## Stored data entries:
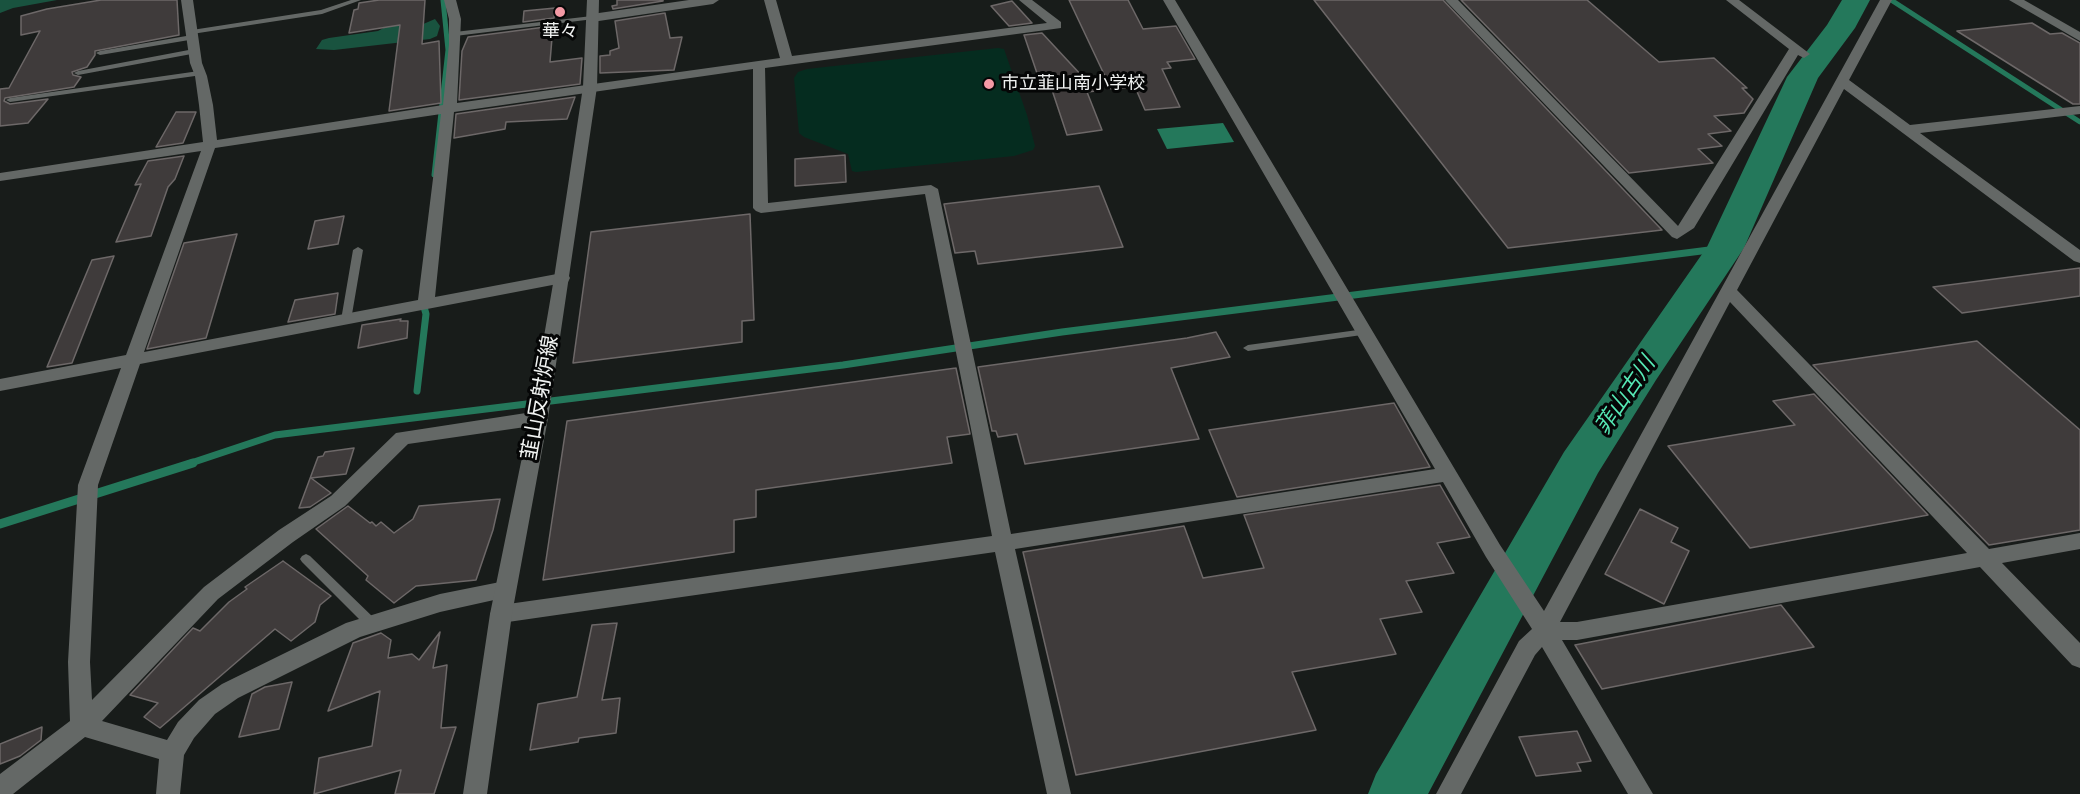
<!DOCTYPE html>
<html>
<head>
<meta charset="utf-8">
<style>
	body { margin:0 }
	canvas { display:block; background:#181c1a }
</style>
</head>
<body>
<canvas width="2080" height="794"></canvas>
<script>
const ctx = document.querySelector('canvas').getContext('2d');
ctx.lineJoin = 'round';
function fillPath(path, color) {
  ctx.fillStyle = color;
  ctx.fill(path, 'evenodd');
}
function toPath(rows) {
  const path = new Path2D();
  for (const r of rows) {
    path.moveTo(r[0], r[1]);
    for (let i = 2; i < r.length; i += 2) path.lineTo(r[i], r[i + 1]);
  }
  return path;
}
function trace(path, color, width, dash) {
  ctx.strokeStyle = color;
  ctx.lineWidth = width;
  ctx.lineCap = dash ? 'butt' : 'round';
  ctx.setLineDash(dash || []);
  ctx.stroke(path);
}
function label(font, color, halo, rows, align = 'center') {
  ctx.font = font + ' "Varela Round","Noto Sans JP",sans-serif';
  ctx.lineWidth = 6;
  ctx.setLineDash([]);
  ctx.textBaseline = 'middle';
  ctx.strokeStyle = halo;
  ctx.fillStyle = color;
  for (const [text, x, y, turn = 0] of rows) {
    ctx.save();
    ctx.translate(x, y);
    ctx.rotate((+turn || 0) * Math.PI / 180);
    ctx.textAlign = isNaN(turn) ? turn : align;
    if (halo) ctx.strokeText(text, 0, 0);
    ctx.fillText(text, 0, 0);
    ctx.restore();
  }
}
fillPath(toPath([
	[998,48,1004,49,1027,115,1035,146,1033,150,1014,156,856,172,852,171,848,154,804,137,799,133,794,78,798,72,807,69]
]), '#052c1f');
fillPath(toPath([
	[0,0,57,0,13,8,0,13],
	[435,19,440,26,437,36,430,39,334,50,316,49,322,40,329,38,378,31,391,24,421,25]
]), '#19533f');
fillPath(toPath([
	[1223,123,1234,142,1167,149,1157,129]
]), '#24785b');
trace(toPath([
	[1891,0,2080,122],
	[434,175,448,50,443,0]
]), '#24785b', 5);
trace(toPath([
	[417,391,426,314,422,300],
	[188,464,275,435,843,365,1062,332,1725,248]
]), '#24785b', 7);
trace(toPath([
	[0,524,193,463]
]), '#24785b', 9);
fillPath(toPath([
	[1842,0,1870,0,1855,28,1818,78,1744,248,1656,380,1598,473,1428,794,1368,794,1376,774,1564,452,1707,247,1787,77,1827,25,1842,0]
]), '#24785b');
const building = toPath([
	[101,0,177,0,179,35,95,51,95,55,87,67,72,72,73,75,81,77,74,87,5,98,4,101,10,104,48,99,28,123,0,126,0,89,9,88,40,31,21,35,21,16,47,9,101,0],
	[379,0,425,0,422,44,439,41,441,103,389,111,400,25,349,33,354,10,358,9,359,3,379,0],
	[617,0,663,0,663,1,613,9,612,6,617,5,617,0],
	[1069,0,1128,0,1143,29,1176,26,1195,59,1167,62,1171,68,1162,69,1180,107,1145,110,1135,87,1111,89,1069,0],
	[1314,0,1443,0,1662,230,1508,248,1314,0],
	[1461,0,1587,0,1659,62,1714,58,1747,88,1742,88,1753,99,1744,113,1714,116,1731,131,1708,134,1722,146,1698,149,1713,163,1629,173,1461,0],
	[1012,1,1032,23,1009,26,991,6,1012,1],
	[555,8,554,18,523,22,524,11,555,8],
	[665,13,670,38,682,37,674,70,600,73,600,56,610,55,610,51,619,48,615,21,665,13],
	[2032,23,2050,34,2062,33,2080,43,2080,104,2073,104,1957,31,2032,23],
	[553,26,550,62,582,58,580,84,459,100,462,51,468,37,553,26],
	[1042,33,1096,91,1087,92,1102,130,1067,135,1049,81,1040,82,1024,35,1042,33],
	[575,97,567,119,506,122,505,129,454,138,456,114,575,97],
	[176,112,196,112,183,143,156,147,176,112],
	[845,155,846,182,795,186,795,159,845,155],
	[184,156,175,179,168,187,151,236,116,242,141,184,135,185,148,161,184,156],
	[1099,186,1123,247,978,264,975,251,955,253,944,204,1099,186],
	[750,214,754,320,742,321,742,342,573,363,591,232,750,214],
	[344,216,338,244,308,249,315,221,344,216],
	[237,234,206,338,147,349,184,243,237,234],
	[114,256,72,363,47,367,92,260,114,256],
	[2080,268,2080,296,1962,313,1933,287,2080,268],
	[338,293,335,314,288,322,295,300,338,293],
	[401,319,400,321,408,321,407,338,358,348,362,325,401,319],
	[1216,332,1230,357,1171,368,1199,439,1025,464,1017,434,998,437,996,431,992,431,978,367,1187,338,1216,332],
	[1977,341,2080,430,2080,530,1989,545,1813,365,1977,341],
	[956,368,970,434,947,437,952,463,756,490,756,517,734,520,734,552,543,580,567,421,956,368],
	[1814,394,1928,515,1750,548,1668,446,1795,425,1773,401,1814,394],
	[1394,403,1430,467,1237,497,1209,430,1394,403],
	[354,448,346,474,311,478,331,493,310,507,299,508,318,457,323,456,325,452,354,448],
	[1440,485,1470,537,1437,543,1454,573,1406,581,1422,612,1380,619,1396,654,1292,672,1316,730,1076,775,1023,552,1184,526,1203,578,1264,568,1244,515,1440,485],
	[500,499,493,530,476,580,416,586,394,603,366,580,368,576,316,529,348,506,370,523,372,522,376,526,381,522,394,533,413,519,419,506,500,499],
	[1640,509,1678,528,1671,542,1689,551,1664,604,1605,574,1640,509],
	[283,561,331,596,320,605,315,622,291,641,275,629,160,728,144,717,158,703,130,695,193,628,200,631,229,602,247,589,245,587,283,561],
	[1781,605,1814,647,1602,689,1575,645,1781,605],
	[617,623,602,700,620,698,616,733,579,738,578,742,530,750,538,704,577,697,592,625,617,623],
	[440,632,433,668,447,665,441,728,456,727,434,794,395,794,401,770,314,794,319,758,372,746,380,691,328,711,353,643,381,633,391,640,388,658,412,654,419,660,440,632],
	[292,682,279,729,239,737,252,694,265,687,292,682],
	[42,727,41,740,20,756,0,764,0,744,42,727],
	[1577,731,1591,761,1577,763,1581,771,1536,776,1519,737,1577,731]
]);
fillPath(building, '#3f3b3b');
trace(building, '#6d6868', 1.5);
fillPath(toPath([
	[351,0,361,0,322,14,192,34,188,32,192,30,321,10,351,0],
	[592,16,594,17,594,19,455,36,451,34,455,32,592,16],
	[192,35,196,37,195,39,100,55,96,53,100,51,192,35],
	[194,49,198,51,197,53,78,75,74,73,78,71,194,49],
	[199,71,203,73,202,75,10,102,6,100,10,98,199,71],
	[358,247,363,250,351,320,346,323,341,320,353,250,358,247],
	[1365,329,1369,330,1370,332,1369,334,1248,351,1243,348,1248,345,1365,329],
	[306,554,310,556,376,620,378,624,376,628,372,629,368,628,302,562,300,559,302,556,306,554]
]), '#646866');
fillPath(toPath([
	[181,0,193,0,202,63,207,76,213,105,217,140,443,105,449,44,449,19,444,0,456,0,461,19,457,103,780,58,764,0,776,0,792,56,1047,23,1019,0,1032,0,1061,22,1061,28,765,68,768,203,931,185,938,189,1011,534,1435,469,1163,0,1175,0,1500,545,1544,611,1880,0,1892,0,1849,80,1910,125,2080,106,2080,114,1920,133,2080,250,2080,263,2074,261,1844,89,1737,290,1989,549,2080,533,2080,549,2002,563,2080,643,2080,668,2072,665,1980,567,1577,640,1562,640,1653,794,1628,794,1542,647,1535,655,1461,794,1436,794,1519,641,1532,629,1486,557,1443,482,1015,549,1071,794,1047,794,995,552,501,623,493,620,490,614,493,608,501,605,992,536,925,194,761,213,756,211,753,208,753,69,454,112,435,297,562,273,568,274,570,278,568,282,140,364,98,485,90,662,92,700,204,587,279,530,331,496,396,433,539,411,545,413,548,418,545,423,539,425,408,444,345,506,293,542,218,599,102,721,167,740,178,722,199,700,222,684,346,623,440,594,505,581,512,584,516,590,512,596,440,612,360,637,238,698,215,714,194,738,184,755,180,794,156,794,159,759,85,737,13,794,0,794,0,774,70,721,68,662,78,485,121,368,0,391,0,379,126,355,201,151,0,181,0,173,203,142,199,105,195,76,190,63,181,0],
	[441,114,418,300,144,352,215,148,441,114],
	[1730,302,1967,553,1577,622,1560,622,1730,302],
	[689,0,719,0,713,4,592,22,586,18,592,14,689,0],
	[1445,0,1458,0,1678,226,1789,49,1726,0,1739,0,1810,54,1804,58,1798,55,1694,228,1677,239,1672,237,1445,0],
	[2009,0,2024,0,2080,32,2080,41,2009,0]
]), '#646866');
fillPath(toPath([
	[587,0,599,0,597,87,548,418,512,614,487,794,463,794,490,614,530,418,554,278,583,87,587,0]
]), '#646866');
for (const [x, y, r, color] of [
	[560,12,6,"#f49aa5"],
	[989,84,6,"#f49aa5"]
]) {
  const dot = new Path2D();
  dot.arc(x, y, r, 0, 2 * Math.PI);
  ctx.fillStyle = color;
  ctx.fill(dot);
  trace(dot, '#050606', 2);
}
label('18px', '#f1f3f2', '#050606', [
	["華々",560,32],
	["市立韮山南小学校",1001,84,"left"]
]);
label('21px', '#f1f3f2', '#050606', [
	["韮山反射炉線",541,398,-80]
]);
label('italic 22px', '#56e8b5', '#050606', [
	["菲山古川",1626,396,-56]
]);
</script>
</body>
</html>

## EXERCISE:
Wherever the word "setLineDash" appears in a line of the data, copy that line.

## RESULT:
  ctx.setLineDash(dash || []);
  ctx.setLineDash([]);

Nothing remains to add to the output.